INFORMATION SHOWN -

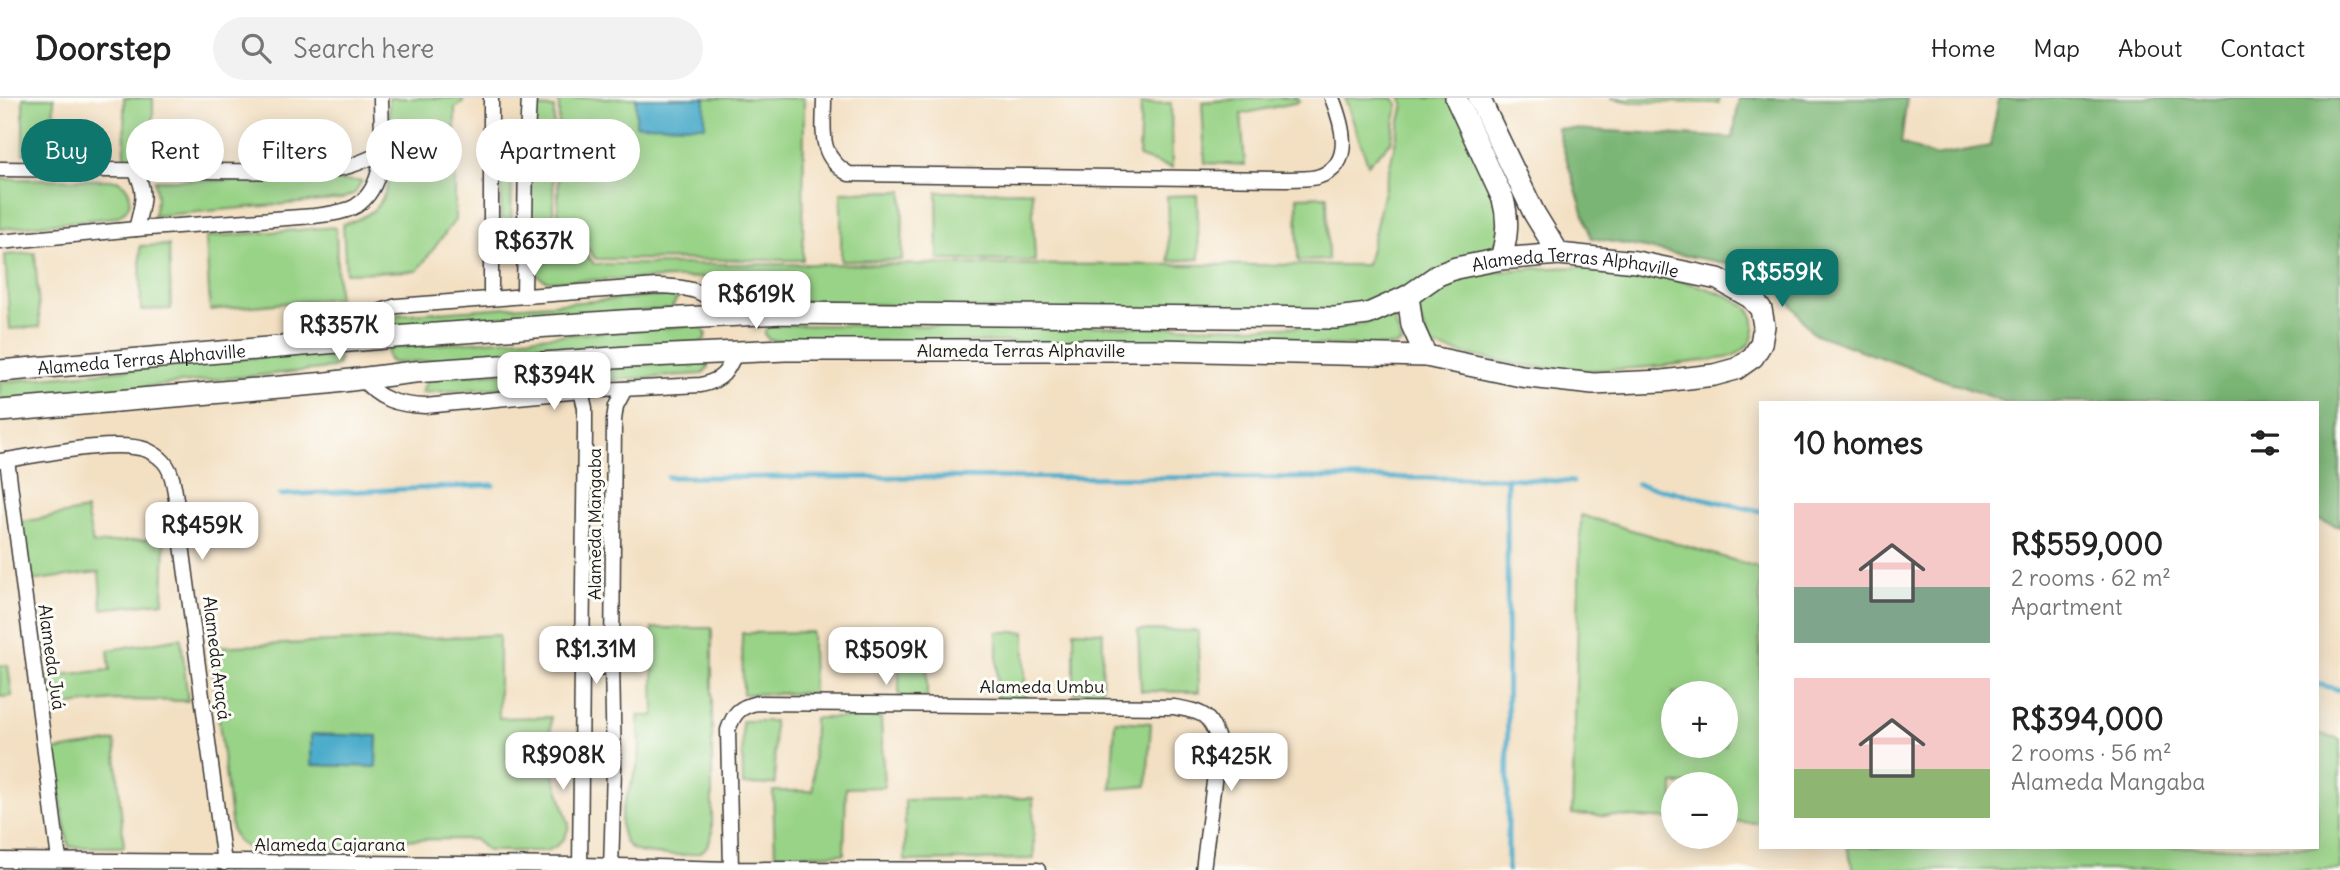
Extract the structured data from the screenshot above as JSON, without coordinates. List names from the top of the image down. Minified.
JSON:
{"streets":{"street":["Alameda Terras Alphaville","Alameda Mangaba","Alameda Juá","Alameda Araçá","Alameda Umbu","Alameda Cajarana"]},"crossings":[["Alameda Mangaba","Alameda Cajarana"],["Alameda Juá","Alameda Araçá"],["Alameda Juá","Alameda Cajarana"],["Alameda Araçá","Alameda Cajarana"],["Alameda Umbu","Alameda Cajarana"]],"page":{"header":"Doorstep","search":"Search here","nav":["Home","Map","About","Contact"],"chip":["Buy","Rent","Filters","New","Apartment"],"price":["R$637K","R$559K","R$619K","R$357K","R$394K","R$459K","R$1.31M","R$509K","R$908K","R$425K"],"heading":"10 homes","list":[{"name":"R$559,000","note":"2 rooms · 62 m² · Apartment"},{"name":"R$394,000","note":"2 rooms · 56 m² · Alameda Mangaba"}],"map_buttons":["+","−"]}}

EXERCISE BRIEF - Without including a single picture, restate all of the data word for word.

SOLUTION TO THIS PROBLEM -
Extract the structured data from the screenshot above as JSON, without coordinates. List names from the top of the image down. Minified.
JSON:
{"streets":{"street":["Alameda Terras Alphaville","Alameda Mangaba","Alameda Juá","Alameda Araçá","Alameda Umbu","Alameda Cajarana"]},"crossings":[["Alameda Mangaba","Alameda Cajarana"],["Alameda Juá","Alameda Araçá"],["Alameda Juá","Alameda Cajarana"],["Alameda Araçá","Alameda Cajarana"],["Alameda Umbu","Alameda Cajarana"]],"page":{"header":"Doorstep","search":"Search here","nav":["Home","Map","About","Contact"],"chip":["Buy","Rent","Filters","New","Apartment"],"price":["R$637K","R$559K","R$619K","R$357K","R$394K","R$459K","R$1.31M","R$509K","R$908K","R$425K"],"heading":"10 homes","list":[{"name":"R$559,000","note":"2 rooms · 62 m² · Apartment"},{"name":"R$394,000","note":"2 rooms · 56 m² · Alameda Mangaba"}],"map_buttons":["+","−"]}}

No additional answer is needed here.